What kernel are you running on the PVE host? Since upgrading to the 5.19.x kernel, my VMs (Ubuntu and pfSense) with uptimes of 30+ days which have only been marred by a power outage.
Hi
@gyrex , it looks like you have solved the problem? Are you using NVMe SSDs or SATA SSDs after switching back to Proxmox from ESXi?
I'm also a N5105 series CPU host user, and I'm also having problems with VMs rebooting irregularly:
The openwrt VM reboots, but PVE shows openwrt as fine, running continuously, and the only entries in the logs seem to be related to NIC reboots. This is often the case when other VMs running in PVE are doing PT downloads at high speed.
In addition, sometimes the openwrt VM does not reboot, but the network interface does reboot as well.
In all these cases, the PVE host is running fine as well as LXC containers.
Seeing the discussion in this thread about the kernel version, I also tried to upgrade to the edge PVE kernel version 5.19, but no luck.
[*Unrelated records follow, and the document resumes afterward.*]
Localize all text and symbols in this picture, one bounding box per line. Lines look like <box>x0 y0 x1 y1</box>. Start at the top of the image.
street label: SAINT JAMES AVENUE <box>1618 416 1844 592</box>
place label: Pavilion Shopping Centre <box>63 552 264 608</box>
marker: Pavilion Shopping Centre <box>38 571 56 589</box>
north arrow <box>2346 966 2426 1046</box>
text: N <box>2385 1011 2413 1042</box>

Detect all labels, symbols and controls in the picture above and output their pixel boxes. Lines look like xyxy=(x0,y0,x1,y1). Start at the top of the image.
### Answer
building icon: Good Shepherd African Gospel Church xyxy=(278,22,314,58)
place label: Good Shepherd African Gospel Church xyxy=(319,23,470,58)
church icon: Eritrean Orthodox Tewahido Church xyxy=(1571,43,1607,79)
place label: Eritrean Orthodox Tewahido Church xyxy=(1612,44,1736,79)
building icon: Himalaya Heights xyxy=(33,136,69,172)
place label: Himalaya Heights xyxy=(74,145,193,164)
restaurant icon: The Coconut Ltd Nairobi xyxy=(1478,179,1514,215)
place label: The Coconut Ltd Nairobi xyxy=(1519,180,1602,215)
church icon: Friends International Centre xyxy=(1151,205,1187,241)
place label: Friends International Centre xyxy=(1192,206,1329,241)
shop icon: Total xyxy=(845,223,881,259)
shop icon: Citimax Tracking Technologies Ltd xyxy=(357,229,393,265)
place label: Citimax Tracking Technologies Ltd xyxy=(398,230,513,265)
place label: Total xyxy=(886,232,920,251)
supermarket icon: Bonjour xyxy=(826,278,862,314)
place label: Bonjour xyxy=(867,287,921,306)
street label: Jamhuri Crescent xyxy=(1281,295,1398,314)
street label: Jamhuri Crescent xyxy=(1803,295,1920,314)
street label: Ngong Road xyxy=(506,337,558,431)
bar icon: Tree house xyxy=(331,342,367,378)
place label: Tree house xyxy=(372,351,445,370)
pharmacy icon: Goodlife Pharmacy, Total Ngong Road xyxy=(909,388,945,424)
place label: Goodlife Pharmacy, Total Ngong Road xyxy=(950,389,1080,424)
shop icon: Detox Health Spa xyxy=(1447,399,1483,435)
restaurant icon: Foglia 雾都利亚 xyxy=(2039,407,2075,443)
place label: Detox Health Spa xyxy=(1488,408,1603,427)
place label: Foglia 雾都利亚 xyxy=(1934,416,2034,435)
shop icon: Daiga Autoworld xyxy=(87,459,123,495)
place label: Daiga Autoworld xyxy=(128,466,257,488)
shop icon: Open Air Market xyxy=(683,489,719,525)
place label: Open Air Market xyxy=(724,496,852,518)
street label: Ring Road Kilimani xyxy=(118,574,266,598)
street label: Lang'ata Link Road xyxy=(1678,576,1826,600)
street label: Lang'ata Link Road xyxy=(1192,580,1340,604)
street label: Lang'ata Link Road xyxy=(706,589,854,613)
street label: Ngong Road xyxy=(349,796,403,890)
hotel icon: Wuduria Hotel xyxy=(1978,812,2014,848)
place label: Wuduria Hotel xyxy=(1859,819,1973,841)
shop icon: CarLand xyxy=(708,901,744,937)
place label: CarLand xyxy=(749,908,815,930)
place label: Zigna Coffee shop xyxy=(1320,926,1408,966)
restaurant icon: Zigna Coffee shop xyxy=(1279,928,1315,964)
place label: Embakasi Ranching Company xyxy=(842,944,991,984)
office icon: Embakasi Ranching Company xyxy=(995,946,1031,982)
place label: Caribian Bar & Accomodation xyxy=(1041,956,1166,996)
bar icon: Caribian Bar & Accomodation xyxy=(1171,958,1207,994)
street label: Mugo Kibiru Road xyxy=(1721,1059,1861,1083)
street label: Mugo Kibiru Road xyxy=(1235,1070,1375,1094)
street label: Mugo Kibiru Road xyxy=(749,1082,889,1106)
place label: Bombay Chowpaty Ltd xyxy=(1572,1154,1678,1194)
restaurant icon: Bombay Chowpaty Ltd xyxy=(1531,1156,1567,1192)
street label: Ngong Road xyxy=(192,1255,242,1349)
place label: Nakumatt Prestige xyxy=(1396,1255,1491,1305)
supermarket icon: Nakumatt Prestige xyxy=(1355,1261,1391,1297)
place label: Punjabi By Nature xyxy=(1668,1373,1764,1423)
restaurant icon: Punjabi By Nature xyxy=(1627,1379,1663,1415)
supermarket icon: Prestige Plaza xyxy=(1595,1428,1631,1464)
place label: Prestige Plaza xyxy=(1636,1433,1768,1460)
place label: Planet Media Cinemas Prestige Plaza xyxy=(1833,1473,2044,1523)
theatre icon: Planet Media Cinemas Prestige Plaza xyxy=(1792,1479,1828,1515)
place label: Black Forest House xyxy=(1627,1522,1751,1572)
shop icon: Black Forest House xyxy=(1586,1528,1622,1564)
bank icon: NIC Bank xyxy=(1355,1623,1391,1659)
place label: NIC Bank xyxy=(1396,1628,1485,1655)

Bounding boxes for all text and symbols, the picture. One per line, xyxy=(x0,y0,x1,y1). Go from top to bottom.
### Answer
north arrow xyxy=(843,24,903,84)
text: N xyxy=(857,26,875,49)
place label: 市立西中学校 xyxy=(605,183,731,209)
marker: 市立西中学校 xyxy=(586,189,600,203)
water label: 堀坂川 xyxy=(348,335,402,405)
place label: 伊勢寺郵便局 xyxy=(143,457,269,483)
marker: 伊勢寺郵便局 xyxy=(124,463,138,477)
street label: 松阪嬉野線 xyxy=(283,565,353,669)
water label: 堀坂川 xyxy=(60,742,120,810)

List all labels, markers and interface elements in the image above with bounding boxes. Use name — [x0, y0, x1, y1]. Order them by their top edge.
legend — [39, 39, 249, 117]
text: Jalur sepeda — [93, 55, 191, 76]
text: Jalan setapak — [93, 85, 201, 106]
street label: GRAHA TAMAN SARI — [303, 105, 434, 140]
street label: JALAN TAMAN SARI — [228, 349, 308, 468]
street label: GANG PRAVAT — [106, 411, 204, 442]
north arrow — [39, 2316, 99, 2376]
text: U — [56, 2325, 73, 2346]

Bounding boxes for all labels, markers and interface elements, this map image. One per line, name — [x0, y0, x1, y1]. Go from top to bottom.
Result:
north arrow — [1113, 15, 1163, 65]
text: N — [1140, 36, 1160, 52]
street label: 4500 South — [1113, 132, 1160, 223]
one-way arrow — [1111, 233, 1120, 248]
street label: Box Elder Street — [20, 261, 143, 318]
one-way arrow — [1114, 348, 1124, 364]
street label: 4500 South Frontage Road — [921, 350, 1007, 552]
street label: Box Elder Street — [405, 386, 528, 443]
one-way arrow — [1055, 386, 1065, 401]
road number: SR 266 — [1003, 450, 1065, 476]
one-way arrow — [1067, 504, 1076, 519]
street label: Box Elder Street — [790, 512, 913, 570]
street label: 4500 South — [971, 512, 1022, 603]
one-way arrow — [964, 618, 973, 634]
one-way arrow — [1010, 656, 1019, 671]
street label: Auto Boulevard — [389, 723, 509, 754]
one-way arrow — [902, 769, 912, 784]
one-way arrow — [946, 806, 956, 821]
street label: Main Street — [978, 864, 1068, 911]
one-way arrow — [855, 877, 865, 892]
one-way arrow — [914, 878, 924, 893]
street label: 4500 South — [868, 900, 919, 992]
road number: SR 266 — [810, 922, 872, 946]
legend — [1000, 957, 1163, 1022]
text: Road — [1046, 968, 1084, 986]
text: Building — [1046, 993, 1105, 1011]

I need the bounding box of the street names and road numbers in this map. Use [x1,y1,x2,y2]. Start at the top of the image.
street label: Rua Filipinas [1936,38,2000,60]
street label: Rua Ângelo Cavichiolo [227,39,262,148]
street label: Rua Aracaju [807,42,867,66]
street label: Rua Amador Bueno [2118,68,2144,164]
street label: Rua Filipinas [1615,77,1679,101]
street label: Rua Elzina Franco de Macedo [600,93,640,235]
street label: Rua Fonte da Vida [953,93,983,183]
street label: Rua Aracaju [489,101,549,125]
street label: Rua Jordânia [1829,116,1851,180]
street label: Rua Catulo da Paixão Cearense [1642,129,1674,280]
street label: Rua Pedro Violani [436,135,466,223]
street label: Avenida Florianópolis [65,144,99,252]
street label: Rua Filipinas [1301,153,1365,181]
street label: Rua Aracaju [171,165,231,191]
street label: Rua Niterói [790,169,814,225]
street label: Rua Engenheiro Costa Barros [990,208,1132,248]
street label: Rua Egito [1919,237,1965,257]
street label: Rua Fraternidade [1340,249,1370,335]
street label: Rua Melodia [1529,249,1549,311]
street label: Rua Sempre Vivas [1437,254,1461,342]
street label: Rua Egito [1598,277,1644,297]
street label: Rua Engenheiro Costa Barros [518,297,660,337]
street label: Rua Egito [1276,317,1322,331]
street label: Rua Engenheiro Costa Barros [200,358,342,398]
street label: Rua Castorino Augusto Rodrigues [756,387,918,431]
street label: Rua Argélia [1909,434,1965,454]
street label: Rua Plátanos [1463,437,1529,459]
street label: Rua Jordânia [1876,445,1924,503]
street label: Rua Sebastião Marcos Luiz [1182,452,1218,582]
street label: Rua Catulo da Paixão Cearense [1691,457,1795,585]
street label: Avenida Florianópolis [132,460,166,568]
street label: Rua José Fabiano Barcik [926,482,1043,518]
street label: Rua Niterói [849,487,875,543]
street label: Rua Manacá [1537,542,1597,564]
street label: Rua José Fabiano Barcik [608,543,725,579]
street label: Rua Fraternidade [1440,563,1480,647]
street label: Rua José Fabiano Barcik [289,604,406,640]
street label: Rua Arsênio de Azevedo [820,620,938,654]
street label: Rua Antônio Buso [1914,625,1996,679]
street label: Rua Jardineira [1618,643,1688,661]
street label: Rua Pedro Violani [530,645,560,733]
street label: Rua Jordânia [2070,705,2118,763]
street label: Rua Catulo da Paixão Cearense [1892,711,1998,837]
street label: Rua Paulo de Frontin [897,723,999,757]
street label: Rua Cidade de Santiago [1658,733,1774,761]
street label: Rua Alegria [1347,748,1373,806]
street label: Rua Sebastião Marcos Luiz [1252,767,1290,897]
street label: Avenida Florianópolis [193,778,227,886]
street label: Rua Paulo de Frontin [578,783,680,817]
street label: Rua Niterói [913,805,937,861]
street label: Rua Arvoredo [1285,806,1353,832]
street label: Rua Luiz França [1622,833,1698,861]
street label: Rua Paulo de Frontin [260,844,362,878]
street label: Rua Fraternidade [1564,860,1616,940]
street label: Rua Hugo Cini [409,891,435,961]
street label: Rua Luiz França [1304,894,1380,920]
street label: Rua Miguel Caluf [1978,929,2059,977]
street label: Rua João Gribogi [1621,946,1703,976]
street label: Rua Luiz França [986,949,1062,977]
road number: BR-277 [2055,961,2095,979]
Now I suspect a hardware-related cause:
The small box I'm using is very compact, with a high-temperatureNVMe SSD and an Intel i225v King NIC in close proximity (see attached picture).
Combined with the previous scenario of frequent problems with high-speed PT downloads, I suspect that the SSD and the NIC were working under high load at the same time, causing the NIC to drop out, which then led to a series of problems, as I found that openwrt would keep sending out a lot of attempts when the network was disconnected, leading to a reboot after exhausting all resources (or maybe for other reasons).
The above theory seems to explain the following phenomenon:
1. Everything works fine at low load, but frequently fails at high speed PT downloads
2. Migration to SATA SSDs alleviates the problem (this is yet to be verified, look forward to your reply
@gyrex )
I would also recommend that users running small, compact boxes stress test both the hard drive and the network, and describe the hardware you are using when discussing the problem to verify that the problem
I plan to run more stress tests on SSDs and networks later, and will follow up with the results.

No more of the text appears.